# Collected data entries

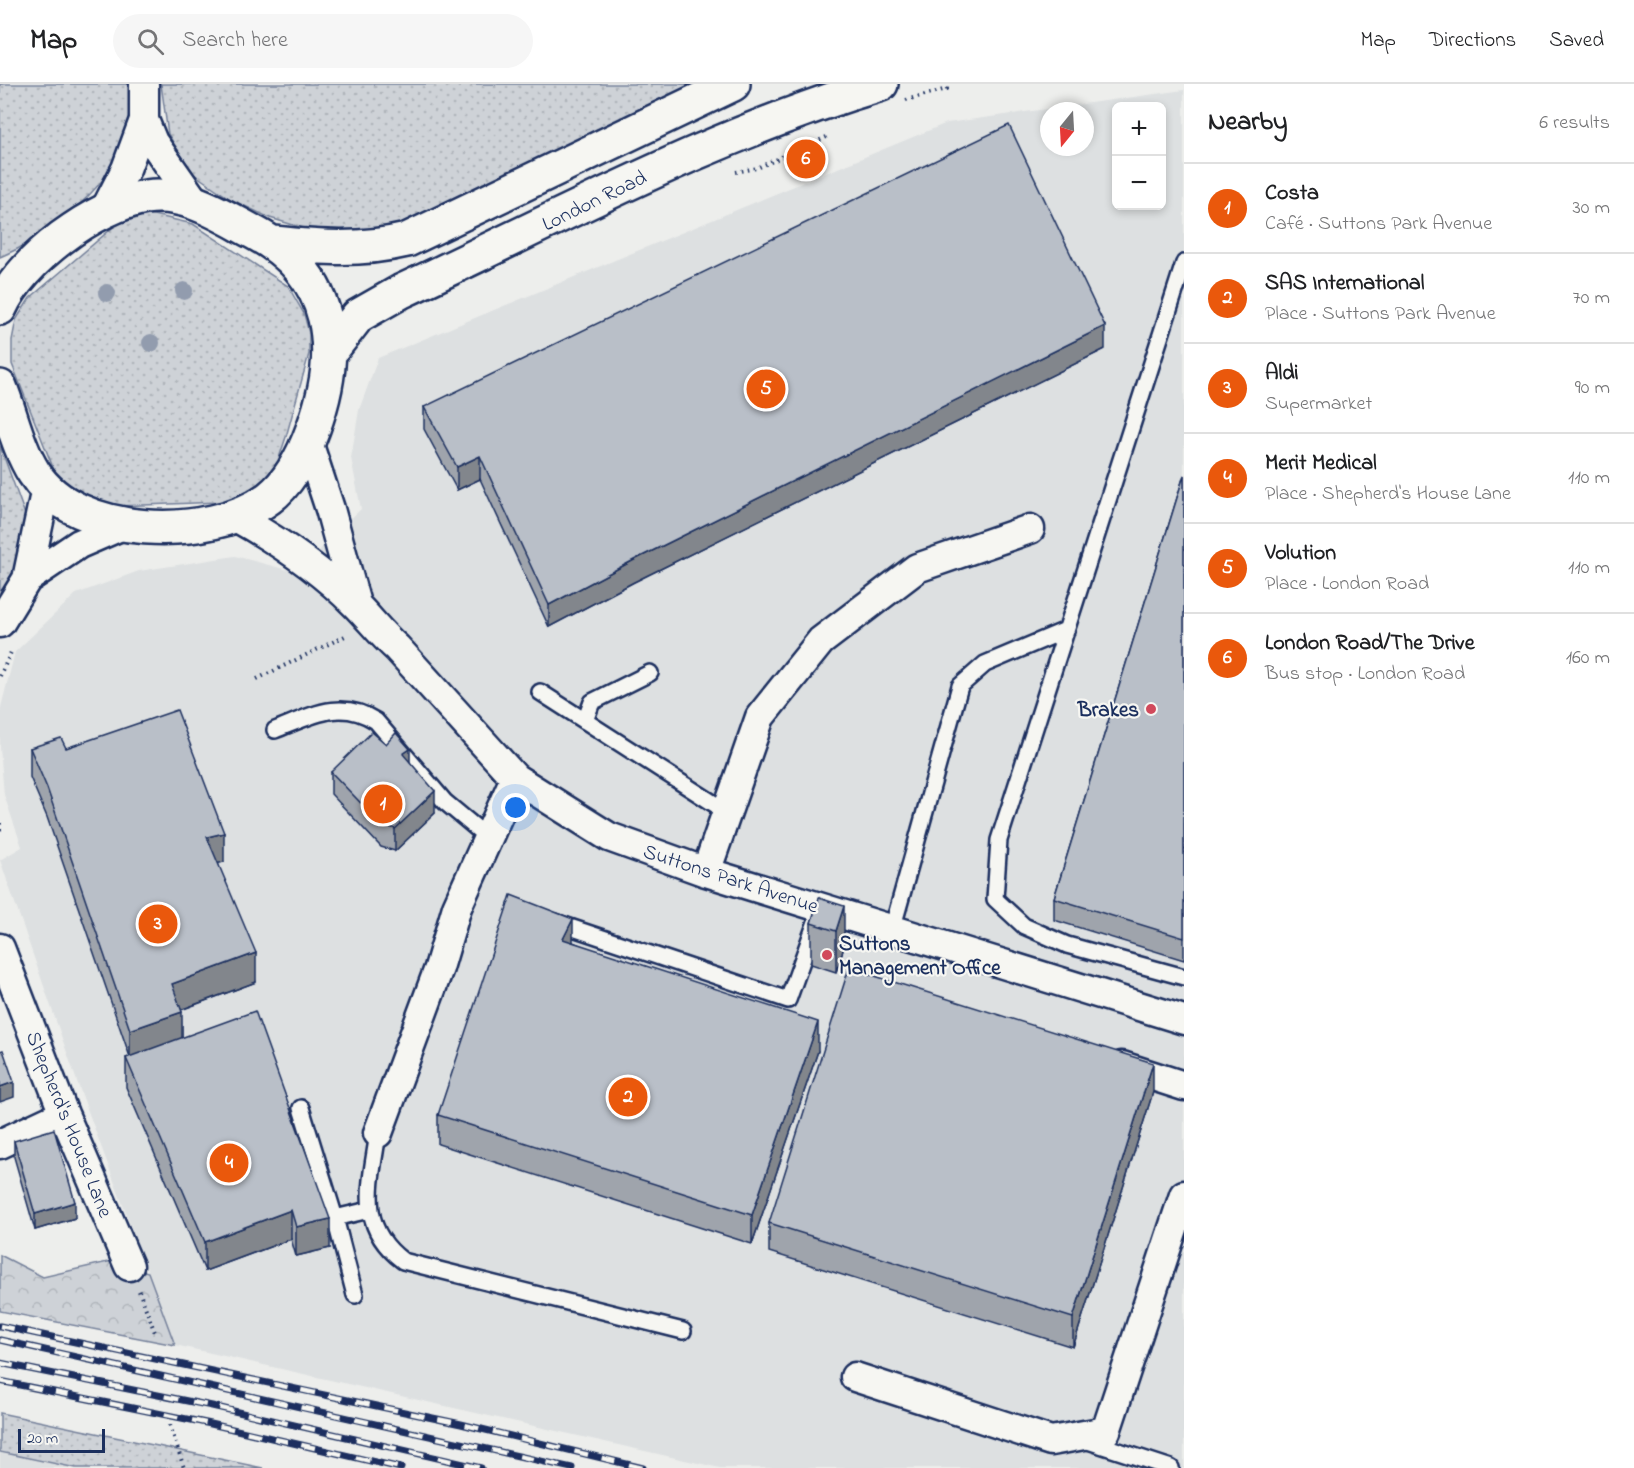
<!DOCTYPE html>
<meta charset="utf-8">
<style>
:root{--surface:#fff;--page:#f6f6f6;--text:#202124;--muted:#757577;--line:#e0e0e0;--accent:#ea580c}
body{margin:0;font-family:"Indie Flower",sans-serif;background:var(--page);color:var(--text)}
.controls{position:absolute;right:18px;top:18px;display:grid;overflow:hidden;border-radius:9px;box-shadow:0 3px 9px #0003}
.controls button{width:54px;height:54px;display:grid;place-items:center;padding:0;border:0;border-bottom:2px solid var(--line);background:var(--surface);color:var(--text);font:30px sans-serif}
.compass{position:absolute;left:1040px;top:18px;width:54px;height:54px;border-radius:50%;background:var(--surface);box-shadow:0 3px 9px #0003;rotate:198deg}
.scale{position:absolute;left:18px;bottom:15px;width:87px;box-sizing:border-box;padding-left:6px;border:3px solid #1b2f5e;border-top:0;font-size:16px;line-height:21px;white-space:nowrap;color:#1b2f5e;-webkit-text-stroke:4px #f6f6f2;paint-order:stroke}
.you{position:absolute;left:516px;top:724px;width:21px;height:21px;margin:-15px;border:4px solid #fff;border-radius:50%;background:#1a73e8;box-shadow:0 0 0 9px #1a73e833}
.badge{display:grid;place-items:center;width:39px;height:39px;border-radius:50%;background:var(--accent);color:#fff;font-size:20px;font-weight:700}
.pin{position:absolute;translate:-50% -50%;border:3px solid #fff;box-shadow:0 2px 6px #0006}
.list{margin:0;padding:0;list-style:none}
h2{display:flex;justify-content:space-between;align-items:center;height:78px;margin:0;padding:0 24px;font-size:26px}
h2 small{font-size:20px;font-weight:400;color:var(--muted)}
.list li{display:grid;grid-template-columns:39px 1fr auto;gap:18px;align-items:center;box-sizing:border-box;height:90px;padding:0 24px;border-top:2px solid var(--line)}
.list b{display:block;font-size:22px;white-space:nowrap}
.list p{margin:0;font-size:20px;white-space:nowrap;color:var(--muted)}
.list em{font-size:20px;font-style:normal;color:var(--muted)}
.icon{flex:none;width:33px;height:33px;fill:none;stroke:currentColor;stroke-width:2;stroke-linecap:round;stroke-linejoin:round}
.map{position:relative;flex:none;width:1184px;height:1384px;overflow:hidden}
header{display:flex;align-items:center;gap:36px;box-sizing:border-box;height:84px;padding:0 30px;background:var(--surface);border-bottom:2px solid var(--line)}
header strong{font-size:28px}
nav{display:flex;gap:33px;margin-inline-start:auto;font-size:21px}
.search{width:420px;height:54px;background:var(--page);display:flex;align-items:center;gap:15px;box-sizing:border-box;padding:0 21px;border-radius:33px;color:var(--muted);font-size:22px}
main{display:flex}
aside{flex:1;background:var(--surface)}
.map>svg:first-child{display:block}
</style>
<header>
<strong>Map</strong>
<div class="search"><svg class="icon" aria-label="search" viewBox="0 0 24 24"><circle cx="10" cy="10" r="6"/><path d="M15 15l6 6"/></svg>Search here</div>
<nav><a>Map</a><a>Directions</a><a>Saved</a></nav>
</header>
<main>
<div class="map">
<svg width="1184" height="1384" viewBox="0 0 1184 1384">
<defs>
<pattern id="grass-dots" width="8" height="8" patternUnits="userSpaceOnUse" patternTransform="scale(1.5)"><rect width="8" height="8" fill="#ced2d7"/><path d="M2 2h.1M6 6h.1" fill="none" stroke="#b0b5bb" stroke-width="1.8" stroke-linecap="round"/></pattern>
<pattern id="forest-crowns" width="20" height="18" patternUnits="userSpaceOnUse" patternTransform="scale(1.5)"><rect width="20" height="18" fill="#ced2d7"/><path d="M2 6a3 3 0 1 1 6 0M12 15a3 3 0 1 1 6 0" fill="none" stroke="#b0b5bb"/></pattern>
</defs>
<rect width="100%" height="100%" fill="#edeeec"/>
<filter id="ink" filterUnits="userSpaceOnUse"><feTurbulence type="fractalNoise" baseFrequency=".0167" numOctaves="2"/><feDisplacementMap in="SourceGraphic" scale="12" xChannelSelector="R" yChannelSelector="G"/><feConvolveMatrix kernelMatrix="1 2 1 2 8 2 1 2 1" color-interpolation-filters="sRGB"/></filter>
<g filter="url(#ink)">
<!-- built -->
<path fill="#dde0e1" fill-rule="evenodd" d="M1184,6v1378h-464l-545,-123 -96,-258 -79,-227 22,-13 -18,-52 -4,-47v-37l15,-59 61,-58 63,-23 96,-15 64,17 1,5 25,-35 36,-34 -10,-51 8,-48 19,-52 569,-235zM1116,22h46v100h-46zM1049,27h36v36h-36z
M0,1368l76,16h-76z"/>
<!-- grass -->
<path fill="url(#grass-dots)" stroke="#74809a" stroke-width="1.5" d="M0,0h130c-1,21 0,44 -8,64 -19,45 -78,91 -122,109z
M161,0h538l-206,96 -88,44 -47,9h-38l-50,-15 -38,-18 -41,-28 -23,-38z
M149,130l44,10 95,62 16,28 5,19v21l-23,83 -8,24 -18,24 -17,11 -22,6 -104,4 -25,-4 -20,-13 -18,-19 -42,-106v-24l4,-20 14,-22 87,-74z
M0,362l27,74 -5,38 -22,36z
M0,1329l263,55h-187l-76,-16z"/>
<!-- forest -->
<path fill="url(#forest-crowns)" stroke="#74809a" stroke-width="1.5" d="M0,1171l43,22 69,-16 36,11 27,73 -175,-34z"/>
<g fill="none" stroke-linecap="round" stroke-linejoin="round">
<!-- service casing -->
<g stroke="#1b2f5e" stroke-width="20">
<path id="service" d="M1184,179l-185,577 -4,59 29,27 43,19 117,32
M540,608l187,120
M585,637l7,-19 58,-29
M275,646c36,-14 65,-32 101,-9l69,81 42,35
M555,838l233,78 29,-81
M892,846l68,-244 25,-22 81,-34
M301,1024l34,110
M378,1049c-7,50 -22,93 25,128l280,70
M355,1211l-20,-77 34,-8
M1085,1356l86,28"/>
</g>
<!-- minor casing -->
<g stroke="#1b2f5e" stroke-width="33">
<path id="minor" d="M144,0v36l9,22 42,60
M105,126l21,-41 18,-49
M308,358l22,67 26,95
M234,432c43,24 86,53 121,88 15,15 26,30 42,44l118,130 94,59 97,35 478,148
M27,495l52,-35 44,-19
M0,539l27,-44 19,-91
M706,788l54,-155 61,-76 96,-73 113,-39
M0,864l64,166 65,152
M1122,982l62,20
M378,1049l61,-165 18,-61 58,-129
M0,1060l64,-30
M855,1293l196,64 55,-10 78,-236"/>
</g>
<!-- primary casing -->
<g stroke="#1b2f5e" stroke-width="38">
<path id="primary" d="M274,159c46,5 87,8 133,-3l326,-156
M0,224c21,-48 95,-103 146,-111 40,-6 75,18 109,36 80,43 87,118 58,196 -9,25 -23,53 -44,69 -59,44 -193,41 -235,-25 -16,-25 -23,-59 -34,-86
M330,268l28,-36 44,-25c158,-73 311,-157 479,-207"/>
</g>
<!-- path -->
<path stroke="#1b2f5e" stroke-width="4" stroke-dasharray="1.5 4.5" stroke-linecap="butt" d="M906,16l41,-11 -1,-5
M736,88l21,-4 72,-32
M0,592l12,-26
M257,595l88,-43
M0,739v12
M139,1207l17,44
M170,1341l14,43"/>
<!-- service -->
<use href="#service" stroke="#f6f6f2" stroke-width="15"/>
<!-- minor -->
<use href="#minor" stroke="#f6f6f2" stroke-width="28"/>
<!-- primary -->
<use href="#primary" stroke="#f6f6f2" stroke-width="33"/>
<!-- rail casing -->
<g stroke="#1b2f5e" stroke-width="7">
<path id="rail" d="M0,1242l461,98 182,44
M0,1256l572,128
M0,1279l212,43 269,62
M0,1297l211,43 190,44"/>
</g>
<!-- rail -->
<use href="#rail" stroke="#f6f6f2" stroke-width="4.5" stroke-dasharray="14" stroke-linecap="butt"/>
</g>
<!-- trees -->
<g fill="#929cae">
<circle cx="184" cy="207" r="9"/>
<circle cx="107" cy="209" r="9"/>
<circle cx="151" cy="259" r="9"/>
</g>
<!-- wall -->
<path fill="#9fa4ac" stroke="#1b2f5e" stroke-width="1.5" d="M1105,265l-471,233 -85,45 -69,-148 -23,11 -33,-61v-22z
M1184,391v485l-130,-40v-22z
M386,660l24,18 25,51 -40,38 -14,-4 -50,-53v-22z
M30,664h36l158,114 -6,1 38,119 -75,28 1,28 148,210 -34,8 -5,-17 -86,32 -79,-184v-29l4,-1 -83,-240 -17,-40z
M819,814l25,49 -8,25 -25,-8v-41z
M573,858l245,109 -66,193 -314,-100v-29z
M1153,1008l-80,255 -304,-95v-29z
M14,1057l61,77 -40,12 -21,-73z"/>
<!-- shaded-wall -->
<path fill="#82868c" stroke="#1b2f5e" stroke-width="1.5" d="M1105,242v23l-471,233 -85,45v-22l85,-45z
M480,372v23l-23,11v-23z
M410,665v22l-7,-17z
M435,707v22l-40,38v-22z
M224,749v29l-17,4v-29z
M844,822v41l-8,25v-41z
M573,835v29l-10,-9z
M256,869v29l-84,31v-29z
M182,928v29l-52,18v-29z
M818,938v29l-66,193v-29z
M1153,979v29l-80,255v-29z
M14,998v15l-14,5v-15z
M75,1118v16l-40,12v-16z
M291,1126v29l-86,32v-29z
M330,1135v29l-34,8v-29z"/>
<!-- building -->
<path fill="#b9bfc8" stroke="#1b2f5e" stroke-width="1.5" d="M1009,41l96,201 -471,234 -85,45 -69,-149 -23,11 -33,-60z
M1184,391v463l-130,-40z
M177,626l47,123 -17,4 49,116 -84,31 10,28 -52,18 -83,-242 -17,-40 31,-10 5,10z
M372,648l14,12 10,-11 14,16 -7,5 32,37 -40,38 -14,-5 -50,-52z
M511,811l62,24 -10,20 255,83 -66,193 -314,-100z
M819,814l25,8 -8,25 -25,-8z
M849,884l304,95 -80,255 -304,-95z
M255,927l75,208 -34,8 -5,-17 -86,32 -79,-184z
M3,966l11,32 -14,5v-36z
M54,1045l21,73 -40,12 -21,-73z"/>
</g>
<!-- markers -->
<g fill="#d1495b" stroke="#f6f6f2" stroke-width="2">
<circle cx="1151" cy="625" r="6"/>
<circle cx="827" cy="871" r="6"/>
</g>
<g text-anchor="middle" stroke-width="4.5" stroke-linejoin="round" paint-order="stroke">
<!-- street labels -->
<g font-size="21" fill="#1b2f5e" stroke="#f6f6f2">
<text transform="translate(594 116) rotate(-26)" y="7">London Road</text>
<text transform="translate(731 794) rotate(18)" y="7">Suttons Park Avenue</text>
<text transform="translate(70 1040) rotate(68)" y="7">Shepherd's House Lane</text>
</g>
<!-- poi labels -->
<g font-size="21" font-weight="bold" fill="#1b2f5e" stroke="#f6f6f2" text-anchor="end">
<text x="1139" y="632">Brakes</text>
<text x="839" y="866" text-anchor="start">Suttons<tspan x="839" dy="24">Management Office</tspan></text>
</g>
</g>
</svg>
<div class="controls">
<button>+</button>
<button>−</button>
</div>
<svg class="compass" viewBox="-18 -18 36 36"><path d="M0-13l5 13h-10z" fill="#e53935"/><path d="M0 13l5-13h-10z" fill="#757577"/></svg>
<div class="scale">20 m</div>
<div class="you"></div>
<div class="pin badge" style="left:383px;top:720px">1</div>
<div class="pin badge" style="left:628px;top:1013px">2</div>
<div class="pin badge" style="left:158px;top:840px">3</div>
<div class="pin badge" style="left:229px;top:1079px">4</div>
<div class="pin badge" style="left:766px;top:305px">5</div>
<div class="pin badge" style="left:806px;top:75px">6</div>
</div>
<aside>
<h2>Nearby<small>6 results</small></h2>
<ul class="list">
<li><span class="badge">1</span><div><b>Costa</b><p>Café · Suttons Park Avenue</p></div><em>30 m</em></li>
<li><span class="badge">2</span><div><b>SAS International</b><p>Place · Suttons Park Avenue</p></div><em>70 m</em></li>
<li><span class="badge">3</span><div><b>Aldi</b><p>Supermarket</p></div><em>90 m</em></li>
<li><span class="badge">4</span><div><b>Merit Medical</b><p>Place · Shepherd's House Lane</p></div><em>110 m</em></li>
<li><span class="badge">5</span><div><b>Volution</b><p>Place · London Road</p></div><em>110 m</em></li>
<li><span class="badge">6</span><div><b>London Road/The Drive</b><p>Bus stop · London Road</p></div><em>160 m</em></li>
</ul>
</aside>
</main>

# Problem to work on
Out of the records above, pull the lines that include the word "grid".

# Answer for the task
.controls{position:absolute;right:18px;top:18px;display:grid;overflow:hidden;border-radius:9px;box-shadow:0 3px 9px #0003}
.controls button{width:54px;height:54px;display:grid;place-items:center;padding:0;border:0;border-bottom:2px solid var(--line);background:var(--surface);color:var(--text);font:30px sans-serif}
.badge{display:grid;place-items:center;width:39px;height:39px;border-radius:50%;background:var(--accent);color:#fff;font-size:20px;font-weight:700}
.list li{display:grid;grid-template-columns:39px 1fr auto;gap:18px;align-items:center;box-sizing:border-box;height:90px;padding:0 24px;border-top:2px solid var(--line)}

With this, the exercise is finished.